DATA SUPPLIED ::
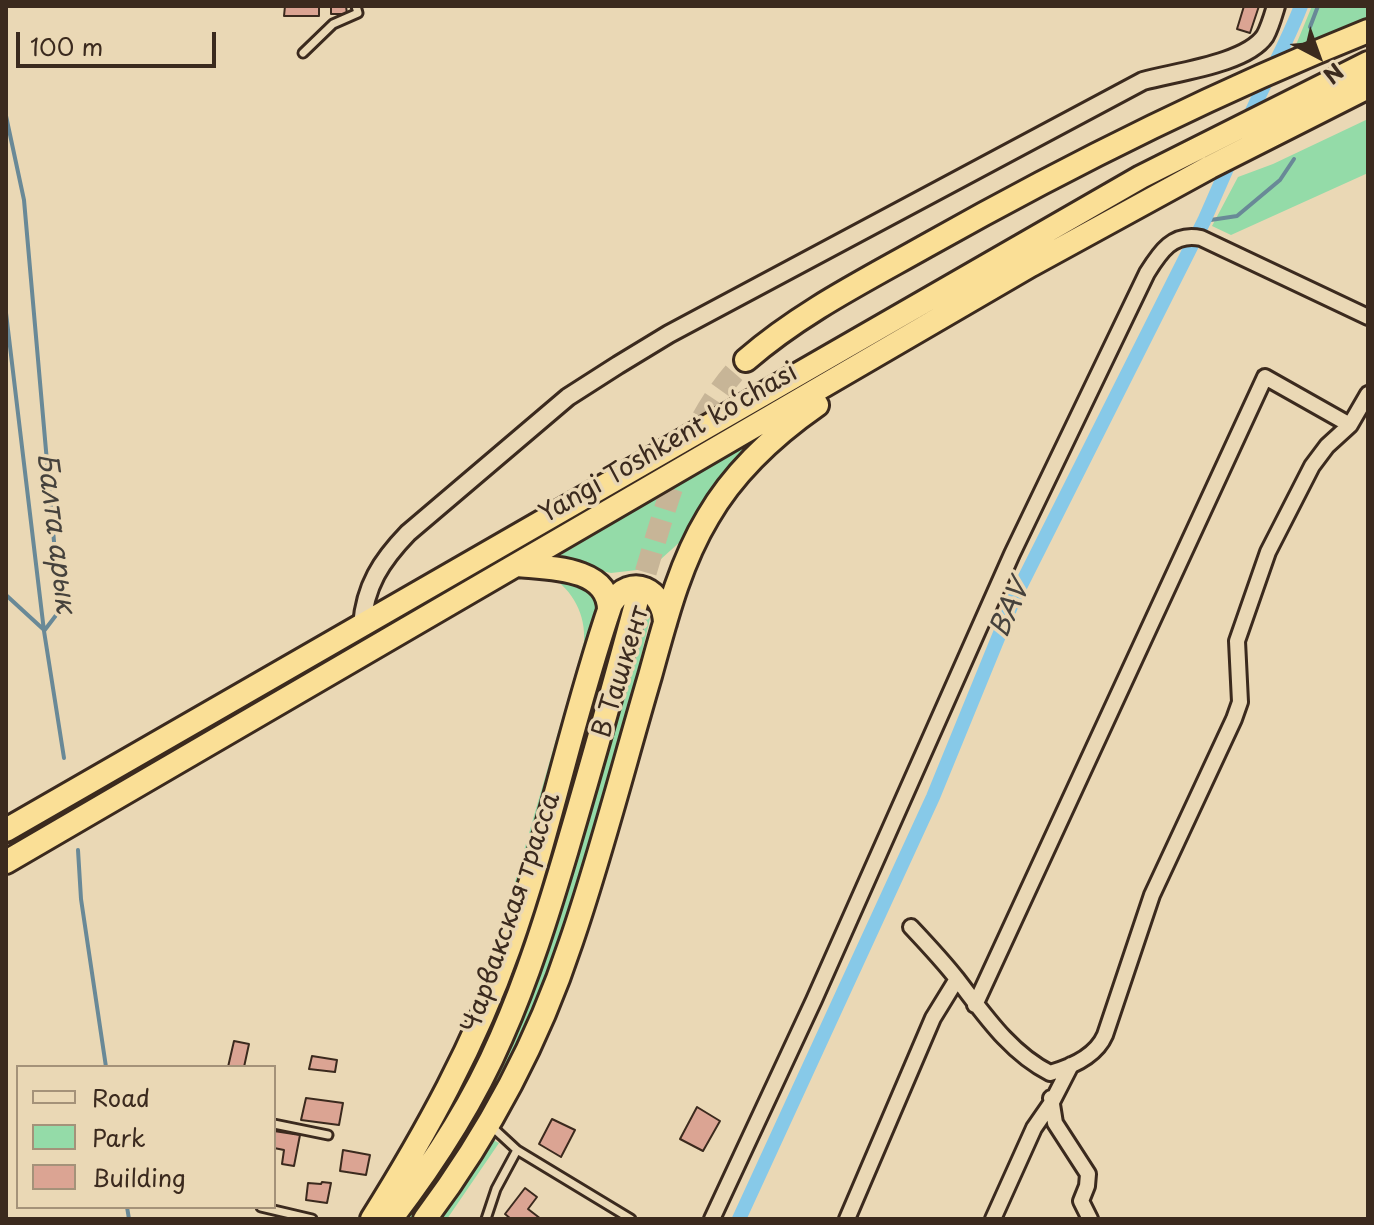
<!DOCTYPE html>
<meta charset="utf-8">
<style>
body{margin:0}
#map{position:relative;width:1374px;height:1225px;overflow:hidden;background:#ead8b5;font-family:"Playpen Sans",sans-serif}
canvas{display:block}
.frame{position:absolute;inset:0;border:8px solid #3b2a1e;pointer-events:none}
.legend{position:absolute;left:16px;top:1065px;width:260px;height:144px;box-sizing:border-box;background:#ead8b5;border:2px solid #a49279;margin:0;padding:10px 14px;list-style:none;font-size:24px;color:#3b2a1e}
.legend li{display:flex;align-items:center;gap:16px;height:40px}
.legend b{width:40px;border:2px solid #a49279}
.north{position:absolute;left:1278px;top:16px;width:80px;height:80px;-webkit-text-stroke:6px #ead8b5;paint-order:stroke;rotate:139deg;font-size:22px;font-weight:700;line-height:32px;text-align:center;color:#3b2a1e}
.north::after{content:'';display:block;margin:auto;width:28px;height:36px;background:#3b2a1e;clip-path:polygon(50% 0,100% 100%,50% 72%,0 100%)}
.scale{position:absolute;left:16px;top:32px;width:200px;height:36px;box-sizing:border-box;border:4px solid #3b2a1e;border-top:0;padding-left:10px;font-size:24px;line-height:28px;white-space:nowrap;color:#3b2a1e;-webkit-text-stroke:6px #ead8b5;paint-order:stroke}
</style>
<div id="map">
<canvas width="1374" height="1225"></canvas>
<div class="frame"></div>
<ul class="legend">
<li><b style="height:10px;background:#ead8b5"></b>Road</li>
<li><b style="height:22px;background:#94dba8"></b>Park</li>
<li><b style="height:22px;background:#dba493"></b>Building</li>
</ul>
<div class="north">N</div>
<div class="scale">100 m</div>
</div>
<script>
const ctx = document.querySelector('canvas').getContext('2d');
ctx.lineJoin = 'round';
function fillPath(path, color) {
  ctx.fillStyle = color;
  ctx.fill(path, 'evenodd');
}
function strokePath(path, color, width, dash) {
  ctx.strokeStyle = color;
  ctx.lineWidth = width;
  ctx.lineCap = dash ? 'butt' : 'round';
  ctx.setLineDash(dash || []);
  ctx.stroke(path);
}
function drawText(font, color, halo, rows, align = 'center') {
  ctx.font = font + ' "Playpen Sans",sans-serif';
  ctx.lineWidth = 7;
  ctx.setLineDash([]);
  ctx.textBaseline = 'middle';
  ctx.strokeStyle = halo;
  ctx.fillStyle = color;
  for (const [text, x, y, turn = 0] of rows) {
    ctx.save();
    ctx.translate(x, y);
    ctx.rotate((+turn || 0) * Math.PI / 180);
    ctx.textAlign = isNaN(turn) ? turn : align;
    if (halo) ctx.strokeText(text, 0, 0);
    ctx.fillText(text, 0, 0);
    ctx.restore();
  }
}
const green = new Path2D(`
 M1312 6H1368V23L1293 52Z
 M1368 119V173L1231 235 1212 226 1238 177 1273 164Z
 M764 434 681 541 661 559 637 570 611 573 552 560Z
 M550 576 586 584 602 598 518 891 493 966 455 1053 373 1201 361 1219H357L409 1135 436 1086 476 1000 502 927 584 642C586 615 573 590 550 576Z
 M627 600C571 789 530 987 424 1155L422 1154 528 918 622 601Z
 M649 608 652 610 620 746 560 947 510 1067 442 1181 414 1219H402L541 965 563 900Z
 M491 1139 499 1143 447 1219H436Z`);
const stream = new Path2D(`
 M1310 27 1318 6
 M6 116 24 200 60 610 44 631
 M1204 221 1237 216 1280 180 1294 159
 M6 313 44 631 64 758
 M6 595 43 629
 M78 850 81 899 106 1067
 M127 1207 129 1219`);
const canal = new Path2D(`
 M1245 127C1262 86 1285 48 1301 6
 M739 1219 933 797 1014 599 1204 221 1232 157`);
const building = new Path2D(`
 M285 6H319V16H284Z
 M331 6H346L347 14H331Z
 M1244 6H1259L1250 33 1237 29Z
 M234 1041 249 1044 244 1067H228Z
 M312 1056 337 1060 335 1072 309 1069Z
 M306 1098 343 1103 339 1125 301 1120Z
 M697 1107 720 1121 703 1151 680 1139Z
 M552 1119 575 1130 561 1157 539 1144Z
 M274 1131 300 1135 294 1166 282 1164 284 1150 274 1148Z
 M343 1150 370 1155 366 1175 340 1171Z
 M322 1182 331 1183 327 1203 306 1200 308 1183 321 1184Z
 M525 1188 537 1197 528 1209 541 1219H511L505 1214Z`);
const trunkTunnel = new Path2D(`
 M636 604C663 520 682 423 746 360`);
const service = new Path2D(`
 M303 53 333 24 358 13 356 6
 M274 1124 328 1135
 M490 1125 517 1150 631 1219
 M261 1207 312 1219
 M486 1219 496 1189 517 1150`);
const minor = new Path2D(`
 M911 927C927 944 943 961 957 979 984 1014 1010 1053 1050 1073 1071 1067 1096 1056 1105 1035L1152 895 1234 719 1240 702 1237 641 1268 552 1312 466 1327 446 1350 425 1368 394
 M975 1005 1265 377 1350 425
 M1051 1098 1055 1123 1088 1174 1087 1186 1081 1201 1090 1219
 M712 1219 814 1000 1012 554 1147 273C1160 252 1173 232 1201 238L1368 317
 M847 1219 933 1018 957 979
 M993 1219 1034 1128 1052 1102 1071 1065`);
const tertiary = new Path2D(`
 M362 625C365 586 381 561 408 533L568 397 618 365 669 334 1143 81C1175 72 1246 64 1265 36 1270 27 1273 16 1276 6`);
const trunk = new Path2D(`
 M746 360C800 313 864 281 926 246 1068 166 1216 92 1368 31
 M518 565C549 568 609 567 609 610
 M6 830 1141 177 1368 63
 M6 862 1031 265 1210 167 1368 87
 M372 1219C426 1133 475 1044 509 948 549 836 572 717 611 604 631 572 664 590 665 623
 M391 1219C434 1163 473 1103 501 1038 528 977 548 913 567 849 591 767 614 686 636 604
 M425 1219C488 1135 538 1042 571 942 601 855 624 764 650 676 665 622 679 565 708 517 734 472 774 435 817 405`);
const streetNames = [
 ["Yangi Toshkent ko‘chasi",669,444,-30],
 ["В Ташкент",622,672,-73],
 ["Чарвакская трасса",512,913,-71]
];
const waterNames = [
 ["Балта арык",55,533,83],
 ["BAV",1011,609,-66]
];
fillPath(green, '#94dba8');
strokePath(stream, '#698997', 4);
strokePath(canal, '#87c9e8', 14);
fillPath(building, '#dba493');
strokePath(building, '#3b2a1e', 2);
strokePath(trunkTunnel, '#c7b597', 22, [22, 11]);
strokePath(service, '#3b2a1e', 13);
strokePath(minor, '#3b2a1e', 20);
strokePath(tertiary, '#3b2a1e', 22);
strokePath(trunk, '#3b2a1e', 28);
strokePath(service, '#ead8b5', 7);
strokePath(minor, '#ead8b5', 14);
strokePath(tertiary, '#ead8b5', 16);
strokePath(trunk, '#fadf96', 22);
drawText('26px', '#3b2a1e', '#ead8b5', streetNames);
drawText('italic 28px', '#46423c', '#ead8b5', waterNames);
</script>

WHAT YOU HAVE TO DO :: Each line containing the word "turn" needs to be copied from the data above.

RESULT OF THIS EXERCISE ::
  for (const [text, x, y, turn = 0] of rows) {
    ctx.rotate((+turn || 0) * Math.PI / 180);
    ctx.textAlign = isNaN(turn) ? turn : align;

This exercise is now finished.